Hans Stein (7 December 1894, Cologne – 3 July 1941, Harrogate) was a German broadcaster and political activist during the 1920s and 1930s.

Stein initially studied Philosophy, linguistics and history, but he left his studies to volunteer for the army during the First World War, gaining the Iron Cross first and second class. He returned to his studies in 1919 gaining a doctorate in economics, economic history and social policy in 1921. Following this he was employed initially as an assistant at the Westdeutschen Rundfunk AG (WERAG). In September 1928 he was promoted to Head of economics and social affairs remaining there until 1933. Walter Stern was his assistant.

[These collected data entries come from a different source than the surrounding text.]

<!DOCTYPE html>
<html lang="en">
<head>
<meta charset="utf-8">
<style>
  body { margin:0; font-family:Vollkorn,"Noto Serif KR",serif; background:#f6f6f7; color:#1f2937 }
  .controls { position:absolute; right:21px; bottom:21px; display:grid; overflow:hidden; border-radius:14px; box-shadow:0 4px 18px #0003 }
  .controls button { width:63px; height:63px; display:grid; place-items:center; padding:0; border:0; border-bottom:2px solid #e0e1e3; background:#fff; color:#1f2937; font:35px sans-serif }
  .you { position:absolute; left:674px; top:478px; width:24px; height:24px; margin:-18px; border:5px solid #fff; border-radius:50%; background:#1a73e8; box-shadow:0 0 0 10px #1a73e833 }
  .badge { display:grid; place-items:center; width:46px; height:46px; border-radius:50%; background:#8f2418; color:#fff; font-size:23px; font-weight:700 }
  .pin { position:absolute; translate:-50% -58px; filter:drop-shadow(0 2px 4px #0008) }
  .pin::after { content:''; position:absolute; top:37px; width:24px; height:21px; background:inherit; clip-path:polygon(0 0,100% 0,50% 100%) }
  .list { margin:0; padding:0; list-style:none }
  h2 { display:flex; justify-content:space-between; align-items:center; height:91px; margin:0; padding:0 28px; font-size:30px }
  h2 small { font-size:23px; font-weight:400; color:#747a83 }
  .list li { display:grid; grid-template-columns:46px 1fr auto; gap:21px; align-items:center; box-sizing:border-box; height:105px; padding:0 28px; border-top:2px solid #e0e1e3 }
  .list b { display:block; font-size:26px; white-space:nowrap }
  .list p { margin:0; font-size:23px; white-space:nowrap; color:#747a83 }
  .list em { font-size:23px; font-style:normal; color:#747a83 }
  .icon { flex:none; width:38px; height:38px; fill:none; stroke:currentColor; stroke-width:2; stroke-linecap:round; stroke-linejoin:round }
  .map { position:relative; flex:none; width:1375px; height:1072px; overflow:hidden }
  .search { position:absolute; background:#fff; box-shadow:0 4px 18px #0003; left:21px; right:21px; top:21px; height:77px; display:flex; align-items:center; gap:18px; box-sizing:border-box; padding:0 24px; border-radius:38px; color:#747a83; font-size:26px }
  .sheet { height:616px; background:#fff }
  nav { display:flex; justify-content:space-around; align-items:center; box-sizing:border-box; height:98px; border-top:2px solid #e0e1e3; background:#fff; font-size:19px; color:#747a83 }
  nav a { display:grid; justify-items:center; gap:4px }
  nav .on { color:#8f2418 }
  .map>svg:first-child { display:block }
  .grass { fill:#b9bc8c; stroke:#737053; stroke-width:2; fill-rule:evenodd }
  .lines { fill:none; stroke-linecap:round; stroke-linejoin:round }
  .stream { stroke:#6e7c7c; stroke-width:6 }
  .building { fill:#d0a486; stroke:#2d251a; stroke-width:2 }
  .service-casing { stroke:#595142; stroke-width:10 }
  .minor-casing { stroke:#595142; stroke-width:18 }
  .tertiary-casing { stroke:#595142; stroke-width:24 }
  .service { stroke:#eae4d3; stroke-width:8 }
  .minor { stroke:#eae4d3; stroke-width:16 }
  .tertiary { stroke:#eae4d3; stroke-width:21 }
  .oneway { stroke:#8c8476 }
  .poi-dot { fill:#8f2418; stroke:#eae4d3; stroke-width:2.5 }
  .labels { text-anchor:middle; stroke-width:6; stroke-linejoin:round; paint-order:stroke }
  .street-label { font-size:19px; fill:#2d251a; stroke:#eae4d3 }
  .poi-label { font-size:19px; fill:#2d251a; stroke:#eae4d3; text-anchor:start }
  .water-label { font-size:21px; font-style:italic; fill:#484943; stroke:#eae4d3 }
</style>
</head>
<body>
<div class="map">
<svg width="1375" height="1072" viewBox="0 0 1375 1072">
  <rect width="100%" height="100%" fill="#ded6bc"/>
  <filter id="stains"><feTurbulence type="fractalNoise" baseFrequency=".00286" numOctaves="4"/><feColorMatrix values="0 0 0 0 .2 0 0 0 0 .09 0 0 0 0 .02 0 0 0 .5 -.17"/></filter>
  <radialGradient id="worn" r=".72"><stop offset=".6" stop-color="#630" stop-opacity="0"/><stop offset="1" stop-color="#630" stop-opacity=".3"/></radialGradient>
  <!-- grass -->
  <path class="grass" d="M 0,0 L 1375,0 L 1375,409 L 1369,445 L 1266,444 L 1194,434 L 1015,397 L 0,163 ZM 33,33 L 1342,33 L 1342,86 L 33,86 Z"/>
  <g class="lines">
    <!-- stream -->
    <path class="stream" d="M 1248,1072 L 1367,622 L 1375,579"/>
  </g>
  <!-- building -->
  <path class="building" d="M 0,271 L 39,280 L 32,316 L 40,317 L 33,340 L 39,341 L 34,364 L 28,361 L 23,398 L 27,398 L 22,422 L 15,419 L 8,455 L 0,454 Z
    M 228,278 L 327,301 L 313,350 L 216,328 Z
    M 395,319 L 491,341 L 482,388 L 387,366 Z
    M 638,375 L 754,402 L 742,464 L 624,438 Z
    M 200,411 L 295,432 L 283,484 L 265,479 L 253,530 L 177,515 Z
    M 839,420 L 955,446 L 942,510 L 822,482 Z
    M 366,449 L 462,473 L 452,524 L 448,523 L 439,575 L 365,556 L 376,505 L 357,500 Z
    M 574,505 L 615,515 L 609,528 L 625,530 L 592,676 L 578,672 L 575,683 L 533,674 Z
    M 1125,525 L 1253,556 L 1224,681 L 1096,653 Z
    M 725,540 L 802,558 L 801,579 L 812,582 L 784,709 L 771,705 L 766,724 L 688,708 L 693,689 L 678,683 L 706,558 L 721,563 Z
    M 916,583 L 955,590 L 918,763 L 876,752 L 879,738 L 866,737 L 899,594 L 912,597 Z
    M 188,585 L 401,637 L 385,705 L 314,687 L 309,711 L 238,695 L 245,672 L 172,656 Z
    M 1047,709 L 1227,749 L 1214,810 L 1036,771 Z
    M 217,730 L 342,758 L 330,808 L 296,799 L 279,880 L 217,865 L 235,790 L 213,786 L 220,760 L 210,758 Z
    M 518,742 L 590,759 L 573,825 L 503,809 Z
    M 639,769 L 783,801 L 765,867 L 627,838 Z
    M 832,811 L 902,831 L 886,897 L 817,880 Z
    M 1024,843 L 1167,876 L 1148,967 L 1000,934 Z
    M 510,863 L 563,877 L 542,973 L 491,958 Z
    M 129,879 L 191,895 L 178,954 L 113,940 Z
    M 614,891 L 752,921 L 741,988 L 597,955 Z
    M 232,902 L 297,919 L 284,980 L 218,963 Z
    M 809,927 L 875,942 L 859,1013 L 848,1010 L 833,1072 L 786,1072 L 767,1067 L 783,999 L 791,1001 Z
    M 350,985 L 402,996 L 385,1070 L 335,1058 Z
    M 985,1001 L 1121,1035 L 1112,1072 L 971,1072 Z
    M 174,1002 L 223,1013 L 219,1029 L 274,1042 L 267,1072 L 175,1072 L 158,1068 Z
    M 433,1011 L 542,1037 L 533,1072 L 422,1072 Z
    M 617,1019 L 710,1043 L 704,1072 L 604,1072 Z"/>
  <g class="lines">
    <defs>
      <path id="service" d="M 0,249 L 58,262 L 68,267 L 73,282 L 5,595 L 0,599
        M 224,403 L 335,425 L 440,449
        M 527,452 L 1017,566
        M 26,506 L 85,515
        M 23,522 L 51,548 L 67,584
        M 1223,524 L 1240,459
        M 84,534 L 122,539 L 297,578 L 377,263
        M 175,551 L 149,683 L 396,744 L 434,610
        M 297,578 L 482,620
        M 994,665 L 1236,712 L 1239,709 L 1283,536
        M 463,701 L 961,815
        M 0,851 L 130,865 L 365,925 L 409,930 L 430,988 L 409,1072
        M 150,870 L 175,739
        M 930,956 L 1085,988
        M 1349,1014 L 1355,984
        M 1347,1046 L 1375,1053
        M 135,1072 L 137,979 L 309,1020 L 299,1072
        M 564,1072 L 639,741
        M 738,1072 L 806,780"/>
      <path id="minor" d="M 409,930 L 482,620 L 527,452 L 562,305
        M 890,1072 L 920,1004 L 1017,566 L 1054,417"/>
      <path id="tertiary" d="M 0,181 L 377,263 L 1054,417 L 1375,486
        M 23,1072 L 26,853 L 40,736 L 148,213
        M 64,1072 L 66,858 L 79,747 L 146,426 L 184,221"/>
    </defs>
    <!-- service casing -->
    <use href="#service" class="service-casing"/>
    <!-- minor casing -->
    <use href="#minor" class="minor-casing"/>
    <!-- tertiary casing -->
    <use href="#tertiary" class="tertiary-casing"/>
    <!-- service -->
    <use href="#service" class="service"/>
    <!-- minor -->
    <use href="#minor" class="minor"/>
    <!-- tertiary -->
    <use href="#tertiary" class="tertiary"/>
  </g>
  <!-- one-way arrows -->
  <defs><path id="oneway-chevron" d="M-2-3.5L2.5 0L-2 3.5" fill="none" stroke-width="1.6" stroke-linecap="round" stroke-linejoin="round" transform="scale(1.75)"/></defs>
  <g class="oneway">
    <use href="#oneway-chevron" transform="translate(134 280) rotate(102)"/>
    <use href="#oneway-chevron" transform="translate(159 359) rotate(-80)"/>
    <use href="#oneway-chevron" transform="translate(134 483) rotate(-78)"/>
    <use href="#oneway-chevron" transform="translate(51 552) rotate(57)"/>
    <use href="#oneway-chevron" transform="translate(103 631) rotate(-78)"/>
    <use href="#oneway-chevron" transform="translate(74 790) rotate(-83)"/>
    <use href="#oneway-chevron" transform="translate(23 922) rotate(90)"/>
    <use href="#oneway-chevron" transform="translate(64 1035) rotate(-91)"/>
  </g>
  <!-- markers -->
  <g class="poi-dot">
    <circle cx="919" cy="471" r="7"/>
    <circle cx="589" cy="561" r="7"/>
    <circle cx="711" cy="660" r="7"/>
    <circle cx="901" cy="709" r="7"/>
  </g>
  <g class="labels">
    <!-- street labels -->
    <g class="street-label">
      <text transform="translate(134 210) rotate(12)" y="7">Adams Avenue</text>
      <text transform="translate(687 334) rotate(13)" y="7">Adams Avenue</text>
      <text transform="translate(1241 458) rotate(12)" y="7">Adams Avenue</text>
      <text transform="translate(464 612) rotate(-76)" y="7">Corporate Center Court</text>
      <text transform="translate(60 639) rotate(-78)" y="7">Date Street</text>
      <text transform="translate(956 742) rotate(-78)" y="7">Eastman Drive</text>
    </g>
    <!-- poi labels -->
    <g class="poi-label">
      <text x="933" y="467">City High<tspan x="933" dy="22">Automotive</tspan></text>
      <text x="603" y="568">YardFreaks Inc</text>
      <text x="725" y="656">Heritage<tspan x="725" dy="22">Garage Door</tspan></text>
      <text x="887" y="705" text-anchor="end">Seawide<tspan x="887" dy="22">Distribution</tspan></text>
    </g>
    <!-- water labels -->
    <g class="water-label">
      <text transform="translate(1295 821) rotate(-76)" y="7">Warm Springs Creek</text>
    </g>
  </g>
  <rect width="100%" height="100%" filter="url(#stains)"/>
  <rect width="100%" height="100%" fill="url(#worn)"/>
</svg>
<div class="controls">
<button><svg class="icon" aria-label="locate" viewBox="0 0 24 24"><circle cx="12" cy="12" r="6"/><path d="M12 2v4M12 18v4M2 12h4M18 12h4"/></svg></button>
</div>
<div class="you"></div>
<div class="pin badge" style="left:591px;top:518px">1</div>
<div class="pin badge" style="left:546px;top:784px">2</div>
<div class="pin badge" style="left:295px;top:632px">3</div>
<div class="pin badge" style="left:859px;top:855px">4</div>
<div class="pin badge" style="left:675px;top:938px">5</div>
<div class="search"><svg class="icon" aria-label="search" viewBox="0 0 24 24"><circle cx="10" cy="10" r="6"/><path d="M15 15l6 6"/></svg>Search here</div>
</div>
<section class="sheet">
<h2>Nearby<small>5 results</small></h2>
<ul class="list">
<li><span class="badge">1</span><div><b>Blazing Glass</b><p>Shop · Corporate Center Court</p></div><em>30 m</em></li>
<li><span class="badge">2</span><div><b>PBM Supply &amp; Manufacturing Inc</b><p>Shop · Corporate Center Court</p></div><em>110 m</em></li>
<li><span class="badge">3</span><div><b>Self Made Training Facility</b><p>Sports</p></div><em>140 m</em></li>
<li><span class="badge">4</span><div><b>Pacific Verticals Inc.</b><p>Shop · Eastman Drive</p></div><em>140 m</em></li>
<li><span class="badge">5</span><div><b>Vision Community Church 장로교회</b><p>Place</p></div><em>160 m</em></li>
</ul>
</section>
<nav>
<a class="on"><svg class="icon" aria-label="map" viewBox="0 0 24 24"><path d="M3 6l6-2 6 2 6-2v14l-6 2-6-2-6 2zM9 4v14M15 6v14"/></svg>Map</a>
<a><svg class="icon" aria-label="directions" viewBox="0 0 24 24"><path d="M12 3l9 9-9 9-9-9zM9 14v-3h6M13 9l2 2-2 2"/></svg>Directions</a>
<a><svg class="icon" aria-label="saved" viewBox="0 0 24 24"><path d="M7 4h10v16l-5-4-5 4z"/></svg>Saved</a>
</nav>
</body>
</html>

He joined the KPD in 1923 and was involved in delivering free seminars on folklore in Cologne. In 1925 he became a scientific correspondent with the Marx-Engels Institute and a member of the Marx-Engels-Gesamtausgabe. During this period he visited Moscow several times.

Following the Nazi seizure of power in 1933 he was dismissed from his position for political reasons. Failing to find any other work he emigrated to the Netherlands, getting work at the International Institute of Social History (IISH), where he ran the German department until 1937. After more difficulties, he was part of the exodus of the IISH when they fled to Great Britain.

==Archive==
His archive is kept at the International Institute of Social History and includes correspondence with Konrad Adenauer.